10x^{2}-6-9x=0

Subtract 9x from both sides.

10x^{2}-9x-6=0

All equations of the form ax^{2}+bx+c=0 can be solved using the quadratic formula: \frac{-b±\sqrt{b^{2}-4ac}}{2a}. The quadratic formula gives two solutions, one when ± is addition and one when it is subtraction.

x=\frac{-\left(-9\right)±\sqrt{\left(-9\right)^{2}-4\times 10\left(-6\right)}}{2\times 10}

This equation is in standard form: ax^{2}+bx+c=0. Substitute 10 for a, -9 for b, and -6 for c in the quadratic formula, \frac{-b±\sqrt{b^{2}-4ac}}{2a}.

x=\frac{-\left(-9\right)±\sqrt{81-4\times 10\left(-6\right)}}{2\times 10}

Square -9.

x=\frac{-\left(-9\right)±\sqrt{81-40\left(-6\right)}}{2\times 10}

Multiply -4 times 10.

x=\frac{-\left(-9\right)±\sqrt{81+240}}{2\times 10}

Multiply -40 times -6.

x=\frac{-\left(-9\right)±\sqrt{321}}{2\times 10}

Add 81 to 240.

x=\frac{9±\sqrt{321}}{2\times 10}

The opposite of -9 is 9.

x=\frac{9±\sqrt{321}}{20}

Multiply 2 times 10.

x=\frac{\sqrt{321}+9}{20}

Now solve the equation x=\frac{9±\sqrt{321}}{20} when ± is plus. Add 9 to \sqrt{321}.

x=\frac{9-\sqrt{321}}{20}

Now solve the equation x=\frac{9±\sqrt{321}}{20} when ± is minus. Subtract \sqrt{321} from 9.

x=\frac{\sqrt{321}+9}{20} x=\frac{9-\sqrt{321}}{20}

The equation is now solved.

10x^{2}-6-9x=0

Subtract 9x from both sides.

10x^{2}-9x=6

Add 6 to both sides. Anything plus zero gives itself.

\frac{10x^{2}-9x}{10}=\frac{6}{10}

Divide both sides by 10.

x^{2}-\frac{9}{10}x=\frac{6}{10}

Dividing by 10 undoes the multiplication by 10.

x^{2}-\frac{9}{10}x=\frac{3}{5}

Reduce the fraction \frac{6}{10} to lowest terms by extracting and canceling out 2.

x^{2}-\frac{9}{10}x+\left(-\frac{9}{20}\right)^{2}=\frac{3}{5}+\left(-\frac{9}{20}\right)^{2}

Divide -\frac{9}{10}, the coefficient of the x term, by 2 to get -\frac{9}{20}. Then add the square of -\frac{9}{20} to both sides of the equation. This step makes the left hand side of the equation a perfect square.

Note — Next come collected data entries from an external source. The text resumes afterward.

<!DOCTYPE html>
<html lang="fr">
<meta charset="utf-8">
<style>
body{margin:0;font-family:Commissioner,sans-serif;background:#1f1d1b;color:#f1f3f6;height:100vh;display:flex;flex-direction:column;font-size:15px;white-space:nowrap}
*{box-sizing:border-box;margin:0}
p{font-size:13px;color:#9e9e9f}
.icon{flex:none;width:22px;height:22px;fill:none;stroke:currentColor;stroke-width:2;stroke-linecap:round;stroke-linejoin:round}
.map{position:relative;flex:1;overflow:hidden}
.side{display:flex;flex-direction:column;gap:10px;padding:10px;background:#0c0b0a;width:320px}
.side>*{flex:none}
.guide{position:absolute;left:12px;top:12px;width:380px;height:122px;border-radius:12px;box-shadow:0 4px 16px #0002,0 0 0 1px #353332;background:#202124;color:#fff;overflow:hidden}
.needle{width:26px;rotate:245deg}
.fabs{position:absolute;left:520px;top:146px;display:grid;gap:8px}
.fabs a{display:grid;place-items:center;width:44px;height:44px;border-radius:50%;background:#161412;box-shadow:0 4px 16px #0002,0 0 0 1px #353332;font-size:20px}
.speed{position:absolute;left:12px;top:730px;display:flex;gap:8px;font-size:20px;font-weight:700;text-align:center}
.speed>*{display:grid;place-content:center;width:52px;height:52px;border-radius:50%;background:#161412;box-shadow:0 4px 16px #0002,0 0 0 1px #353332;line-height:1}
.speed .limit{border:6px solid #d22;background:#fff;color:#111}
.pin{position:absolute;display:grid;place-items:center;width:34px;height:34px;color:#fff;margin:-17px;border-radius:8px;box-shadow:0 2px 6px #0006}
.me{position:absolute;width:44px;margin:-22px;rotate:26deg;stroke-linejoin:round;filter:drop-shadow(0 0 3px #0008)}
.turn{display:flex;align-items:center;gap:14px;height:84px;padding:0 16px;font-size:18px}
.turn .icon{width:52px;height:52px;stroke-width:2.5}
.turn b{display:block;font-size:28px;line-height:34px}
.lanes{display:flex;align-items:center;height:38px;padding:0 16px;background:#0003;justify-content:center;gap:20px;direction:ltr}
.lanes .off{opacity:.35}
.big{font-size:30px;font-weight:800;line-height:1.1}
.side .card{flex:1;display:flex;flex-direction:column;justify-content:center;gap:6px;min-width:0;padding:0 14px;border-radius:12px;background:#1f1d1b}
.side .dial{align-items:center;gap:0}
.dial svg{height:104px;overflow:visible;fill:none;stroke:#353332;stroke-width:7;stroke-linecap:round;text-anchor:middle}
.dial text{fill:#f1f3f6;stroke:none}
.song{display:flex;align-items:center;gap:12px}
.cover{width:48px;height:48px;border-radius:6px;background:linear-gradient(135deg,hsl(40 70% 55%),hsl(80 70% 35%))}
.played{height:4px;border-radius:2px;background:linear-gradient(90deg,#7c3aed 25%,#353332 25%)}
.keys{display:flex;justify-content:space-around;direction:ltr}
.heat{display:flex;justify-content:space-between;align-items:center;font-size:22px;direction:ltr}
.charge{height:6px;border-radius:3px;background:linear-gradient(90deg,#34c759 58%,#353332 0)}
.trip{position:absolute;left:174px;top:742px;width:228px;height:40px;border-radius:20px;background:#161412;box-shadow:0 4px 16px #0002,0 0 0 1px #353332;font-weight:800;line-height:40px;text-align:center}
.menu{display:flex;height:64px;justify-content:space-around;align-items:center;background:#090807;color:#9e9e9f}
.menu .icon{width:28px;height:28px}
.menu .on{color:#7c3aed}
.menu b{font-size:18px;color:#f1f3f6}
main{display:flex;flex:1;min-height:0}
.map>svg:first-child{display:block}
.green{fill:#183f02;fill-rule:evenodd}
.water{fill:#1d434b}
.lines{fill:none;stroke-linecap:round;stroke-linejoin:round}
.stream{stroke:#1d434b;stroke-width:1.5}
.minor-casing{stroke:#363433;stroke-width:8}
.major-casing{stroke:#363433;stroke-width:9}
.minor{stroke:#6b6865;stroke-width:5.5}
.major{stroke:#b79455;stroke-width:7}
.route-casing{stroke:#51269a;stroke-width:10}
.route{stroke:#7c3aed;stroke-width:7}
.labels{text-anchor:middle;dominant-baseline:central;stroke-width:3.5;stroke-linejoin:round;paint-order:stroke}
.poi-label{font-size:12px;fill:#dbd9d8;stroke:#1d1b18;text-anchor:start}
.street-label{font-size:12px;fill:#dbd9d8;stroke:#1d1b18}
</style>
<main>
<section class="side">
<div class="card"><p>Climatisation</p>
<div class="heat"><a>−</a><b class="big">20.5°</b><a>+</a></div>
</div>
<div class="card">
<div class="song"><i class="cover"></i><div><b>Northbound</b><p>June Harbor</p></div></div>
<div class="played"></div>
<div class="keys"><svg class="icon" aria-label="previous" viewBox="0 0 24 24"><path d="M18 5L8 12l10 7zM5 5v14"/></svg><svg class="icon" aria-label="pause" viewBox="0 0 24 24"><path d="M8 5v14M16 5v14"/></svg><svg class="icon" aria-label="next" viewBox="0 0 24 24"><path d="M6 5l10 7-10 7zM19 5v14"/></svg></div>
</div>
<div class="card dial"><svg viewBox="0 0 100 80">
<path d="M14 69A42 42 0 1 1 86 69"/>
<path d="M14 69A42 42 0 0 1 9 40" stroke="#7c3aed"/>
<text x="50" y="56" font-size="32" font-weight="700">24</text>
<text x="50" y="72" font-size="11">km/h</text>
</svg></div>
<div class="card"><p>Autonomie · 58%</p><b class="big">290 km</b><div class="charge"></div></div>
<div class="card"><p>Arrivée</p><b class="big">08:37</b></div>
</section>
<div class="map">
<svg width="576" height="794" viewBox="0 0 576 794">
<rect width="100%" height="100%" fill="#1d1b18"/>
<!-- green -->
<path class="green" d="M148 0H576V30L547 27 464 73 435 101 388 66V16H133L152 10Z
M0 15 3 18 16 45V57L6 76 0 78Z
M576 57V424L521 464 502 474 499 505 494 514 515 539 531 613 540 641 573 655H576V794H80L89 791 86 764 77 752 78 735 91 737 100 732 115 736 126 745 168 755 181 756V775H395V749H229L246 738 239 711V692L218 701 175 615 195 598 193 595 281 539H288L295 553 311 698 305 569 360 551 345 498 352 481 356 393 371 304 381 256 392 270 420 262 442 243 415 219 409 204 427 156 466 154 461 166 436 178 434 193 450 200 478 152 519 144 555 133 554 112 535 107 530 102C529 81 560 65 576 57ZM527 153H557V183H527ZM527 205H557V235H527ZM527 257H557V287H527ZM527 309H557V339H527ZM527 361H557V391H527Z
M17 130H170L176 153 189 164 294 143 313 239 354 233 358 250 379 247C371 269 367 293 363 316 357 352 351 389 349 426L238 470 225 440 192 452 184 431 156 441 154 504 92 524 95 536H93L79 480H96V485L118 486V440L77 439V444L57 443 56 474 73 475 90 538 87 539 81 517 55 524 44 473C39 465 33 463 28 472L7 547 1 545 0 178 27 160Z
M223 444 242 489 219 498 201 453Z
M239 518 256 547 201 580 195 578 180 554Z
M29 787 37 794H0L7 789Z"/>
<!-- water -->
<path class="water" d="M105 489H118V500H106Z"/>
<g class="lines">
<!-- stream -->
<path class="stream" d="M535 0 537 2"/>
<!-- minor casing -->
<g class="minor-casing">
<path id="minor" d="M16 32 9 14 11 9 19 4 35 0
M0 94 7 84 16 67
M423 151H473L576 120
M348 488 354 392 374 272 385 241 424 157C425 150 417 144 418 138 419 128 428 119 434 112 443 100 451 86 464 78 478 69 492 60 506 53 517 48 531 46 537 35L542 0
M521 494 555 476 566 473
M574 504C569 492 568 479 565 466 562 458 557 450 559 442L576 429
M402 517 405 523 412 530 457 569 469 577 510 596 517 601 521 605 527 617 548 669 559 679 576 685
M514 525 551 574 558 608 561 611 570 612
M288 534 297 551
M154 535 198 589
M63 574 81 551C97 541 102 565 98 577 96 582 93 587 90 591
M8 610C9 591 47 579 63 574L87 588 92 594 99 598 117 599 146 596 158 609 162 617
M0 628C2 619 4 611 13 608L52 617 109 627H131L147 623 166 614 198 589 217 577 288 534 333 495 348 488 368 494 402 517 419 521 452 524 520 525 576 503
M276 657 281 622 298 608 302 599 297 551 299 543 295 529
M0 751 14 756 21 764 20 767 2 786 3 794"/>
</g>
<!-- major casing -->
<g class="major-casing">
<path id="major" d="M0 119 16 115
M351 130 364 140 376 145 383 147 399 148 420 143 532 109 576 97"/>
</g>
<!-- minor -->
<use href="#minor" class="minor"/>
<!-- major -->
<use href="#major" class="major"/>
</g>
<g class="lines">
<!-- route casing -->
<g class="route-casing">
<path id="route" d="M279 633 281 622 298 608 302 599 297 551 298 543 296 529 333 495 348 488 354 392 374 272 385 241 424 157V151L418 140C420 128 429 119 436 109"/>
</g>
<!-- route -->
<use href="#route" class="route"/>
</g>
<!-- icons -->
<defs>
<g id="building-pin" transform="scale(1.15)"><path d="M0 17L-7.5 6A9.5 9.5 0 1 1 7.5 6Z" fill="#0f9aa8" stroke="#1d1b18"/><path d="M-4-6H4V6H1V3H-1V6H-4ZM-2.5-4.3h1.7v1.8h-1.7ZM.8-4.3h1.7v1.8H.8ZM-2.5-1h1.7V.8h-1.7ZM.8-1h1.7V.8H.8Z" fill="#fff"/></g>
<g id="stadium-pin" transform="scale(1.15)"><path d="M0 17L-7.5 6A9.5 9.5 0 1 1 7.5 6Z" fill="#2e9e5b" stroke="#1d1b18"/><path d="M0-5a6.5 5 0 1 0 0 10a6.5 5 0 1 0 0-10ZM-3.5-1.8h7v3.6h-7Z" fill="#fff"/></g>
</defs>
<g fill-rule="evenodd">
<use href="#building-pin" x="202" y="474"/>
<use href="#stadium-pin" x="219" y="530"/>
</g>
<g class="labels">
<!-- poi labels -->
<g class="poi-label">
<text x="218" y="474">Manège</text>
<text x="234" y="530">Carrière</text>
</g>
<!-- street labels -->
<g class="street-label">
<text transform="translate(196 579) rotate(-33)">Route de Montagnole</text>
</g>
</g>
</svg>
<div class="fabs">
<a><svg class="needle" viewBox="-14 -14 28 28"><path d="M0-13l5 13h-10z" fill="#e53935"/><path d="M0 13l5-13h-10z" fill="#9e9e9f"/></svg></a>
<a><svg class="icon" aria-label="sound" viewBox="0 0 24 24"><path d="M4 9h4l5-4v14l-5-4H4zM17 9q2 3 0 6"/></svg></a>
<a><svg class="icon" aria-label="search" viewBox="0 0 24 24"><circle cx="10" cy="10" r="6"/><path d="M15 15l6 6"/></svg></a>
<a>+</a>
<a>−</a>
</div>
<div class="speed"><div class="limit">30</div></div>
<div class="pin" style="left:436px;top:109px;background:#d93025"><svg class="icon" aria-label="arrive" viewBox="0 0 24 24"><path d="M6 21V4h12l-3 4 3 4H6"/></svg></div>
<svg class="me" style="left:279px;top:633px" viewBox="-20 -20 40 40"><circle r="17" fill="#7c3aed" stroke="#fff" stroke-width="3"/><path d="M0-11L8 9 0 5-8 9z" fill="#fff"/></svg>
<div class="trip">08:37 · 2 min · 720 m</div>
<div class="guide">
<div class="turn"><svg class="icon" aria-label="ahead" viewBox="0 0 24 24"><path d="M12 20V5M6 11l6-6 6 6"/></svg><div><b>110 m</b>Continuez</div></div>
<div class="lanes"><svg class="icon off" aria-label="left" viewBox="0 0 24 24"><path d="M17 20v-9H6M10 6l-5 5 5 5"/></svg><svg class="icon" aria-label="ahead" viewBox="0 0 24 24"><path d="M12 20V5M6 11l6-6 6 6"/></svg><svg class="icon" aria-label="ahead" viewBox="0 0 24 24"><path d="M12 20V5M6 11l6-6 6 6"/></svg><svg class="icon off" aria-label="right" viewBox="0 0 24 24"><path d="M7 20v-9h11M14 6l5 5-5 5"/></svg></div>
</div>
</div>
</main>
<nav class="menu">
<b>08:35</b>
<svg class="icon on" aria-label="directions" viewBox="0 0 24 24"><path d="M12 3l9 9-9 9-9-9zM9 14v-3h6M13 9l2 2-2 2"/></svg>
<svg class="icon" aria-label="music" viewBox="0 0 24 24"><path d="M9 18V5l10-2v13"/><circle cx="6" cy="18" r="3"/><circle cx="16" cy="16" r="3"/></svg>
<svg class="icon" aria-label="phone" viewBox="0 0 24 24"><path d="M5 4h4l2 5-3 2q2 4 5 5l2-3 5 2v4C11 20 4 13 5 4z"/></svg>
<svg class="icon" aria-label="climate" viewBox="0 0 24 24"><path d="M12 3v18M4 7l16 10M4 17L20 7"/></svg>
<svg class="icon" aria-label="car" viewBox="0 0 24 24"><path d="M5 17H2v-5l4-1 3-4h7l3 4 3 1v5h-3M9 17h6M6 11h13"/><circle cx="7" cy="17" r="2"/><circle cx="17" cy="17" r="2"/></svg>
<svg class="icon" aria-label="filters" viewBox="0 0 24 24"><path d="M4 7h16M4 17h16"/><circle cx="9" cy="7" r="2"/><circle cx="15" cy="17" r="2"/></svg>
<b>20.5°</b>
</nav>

x^{2}-\frac{9}{10}x+\frac{81}{400}=\frac{3}{5}+\frac{81}{400}

Square -\frac{9}{20} by squaring both the numerator and the denominator of the fraction.

x^{2}-\frac{9}{10}x+\frac{81}{400}=\frac{321}{400}

Add \frac{3}{5} to \frac{81}{400} by finding a common denominator and adding the numerators. Then reduce the fraction to lowest terms if possible.

\left(x-\frac{9}{20}\right)^{2}=\frac{321}{400}

Factor x^{2}-\frac{9}{10}x+\frac{81}{400}. In general, when x^{2}+bx+c is a perfect square, it can always be factored as \left(x+\frac{b}{2}\right)^{2}.

\sqrt{\left(x-\frac{9}{20}\right)^{2}}=\sqrt{\frac{321}{400}}

Take the square root of both sides of the equation.

x-\frac{9}{20}=\frac{\sqrt{321}}{20} x-\frac{9}{20}=-\frac{\sqrt{321}}{20}

Simplify.

x=\frac{\sqrt{321}+9}{20} x=\frac{9-\sqrt{321}}{20}

Add \frac{9}{20} to both sides of the equation.